● **TASK GOAL**: What is needed is an exact copy of all the entries.
=-=-=-=-=
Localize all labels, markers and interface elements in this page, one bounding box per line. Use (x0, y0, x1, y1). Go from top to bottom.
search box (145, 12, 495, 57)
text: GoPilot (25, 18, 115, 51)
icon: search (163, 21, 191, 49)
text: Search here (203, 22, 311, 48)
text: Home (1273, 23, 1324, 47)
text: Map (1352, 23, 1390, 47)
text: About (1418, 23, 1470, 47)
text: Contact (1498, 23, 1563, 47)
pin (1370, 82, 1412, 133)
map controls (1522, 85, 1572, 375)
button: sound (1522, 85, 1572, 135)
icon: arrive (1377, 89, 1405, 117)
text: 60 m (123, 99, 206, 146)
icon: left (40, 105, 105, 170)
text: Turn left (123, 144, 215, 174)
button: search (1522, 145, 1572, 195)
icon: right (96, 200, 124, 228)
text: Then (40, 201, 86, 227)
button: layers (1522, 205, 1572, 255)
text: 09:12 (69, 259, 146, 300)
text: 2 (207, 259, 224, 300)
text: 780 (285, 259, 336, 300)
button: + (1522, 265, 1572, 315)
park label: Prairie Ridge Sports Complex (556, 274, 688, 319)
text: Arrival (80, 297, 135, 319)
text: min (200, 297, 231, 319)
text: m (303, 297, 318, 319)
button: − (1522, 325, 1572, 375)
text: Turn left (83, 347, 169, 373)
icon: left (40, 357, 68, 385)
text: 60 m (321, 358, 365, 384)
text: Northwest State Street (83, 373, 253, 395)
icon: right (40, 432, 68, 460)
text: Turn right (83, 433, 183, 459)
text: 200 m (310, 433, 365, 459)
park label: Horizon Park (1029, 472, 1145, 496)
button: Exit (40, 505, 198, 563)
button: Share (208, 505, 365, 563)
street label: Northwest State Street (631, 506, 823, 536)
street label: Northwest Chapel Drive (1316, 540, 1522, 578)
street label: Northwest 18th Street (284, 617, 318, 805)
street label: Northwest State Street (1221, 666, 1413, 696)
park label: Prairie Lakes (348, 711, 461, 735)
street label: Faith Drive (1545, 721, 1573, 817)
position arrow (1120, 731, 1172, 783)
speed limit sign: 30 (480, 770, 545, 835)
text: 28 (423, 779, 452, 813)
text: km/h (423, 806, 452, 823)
=-=-=-=-=
● **EXERCISE RESPONSE**:
Localize all labels, markers and interface elements in this page, one bounding box per line. Use (x0, y0, x1, y1). Go from top to bottom.
search box (145, 12, 495, 57)
text: GoPilot (25, 18, 115, 51)
icon: search (163, 21, 191, 49)
text: Search here (203, 22, 311, 48)
text: Home (1273, 23, 1324, 47)
text: Map (1352, 23, 1390, 47)
text: About (1418, 23, 1470, 47)
text: Contact (1498, 23, 1563, 47)
pin (1370, 82, 1412, 133)
map controls (1522, 85, 1572, 375)
button: sound (1522, 85, 1572, 135)
icon: arrive (1377, 89, 1405, 117)
text: 60 m (123, 99, 206, 146)
icon: left (40, 105, 105, 170)
text: Turn left (123, 144, 215, 174)
button: search (1522, 145, 1572, 195)
icon: right (96, 200, 124, 228)
text: Then (40, 201, 86, 227)
button: layers (1522, 205, 1572, 255)
text: 09:12 (69, 259, 146, 300)
text: 2 (207, 259, 224, 300)
text: 780 (285, 259, 336, 300)
button: + (1522, 265, 1572, 315)
park label: Prairie Ridge Sports Complex (556, 274, 688, 319)
text: Arrival (80, 297, 135, 319)
text: min (200, 297, 231, 319)
text: m (303, 297, 318, 319)
button: − (1522, 325, 1572, 375)
text: Turn left (83, 347, 169, 373)
icon: left (40, 357, 68, 385)
text: 60 m (321, 358, 365, 384)
text: Northwest State Street (83, 373, 253, 395)
icon: right (40, 432, 68, 460)
text: Turn right (83, 433, 183, 459)
text: 200 m (310, 433, 365, 459)
park label: Horizon Park (1029, 472, 1145, 496)
button: Exit (40, 505, 198, 563)
button: Share (208, 505, 365, 563)
street label: Northwest State Street (631, 506, 823, 536)
street label: Northwest Chapel Drive (1316, 540, 1522, 578)
street label: Northwest 18th Street (284, 617, 318, 805)
street label: Northwest State Street (1221, 666, 1413, 696)
park label: Prairie Lakes (348, 711, 461, 735)
street label: Faith Drive (1545, 721, 1573, 817)
position arrow (1120, 731, 1172, 783)
speed limit sign: 30 (480, 770, 545, 835)
text: 28 (423, 779, 452, 813)
text: km/h (423, 806, 452, 823)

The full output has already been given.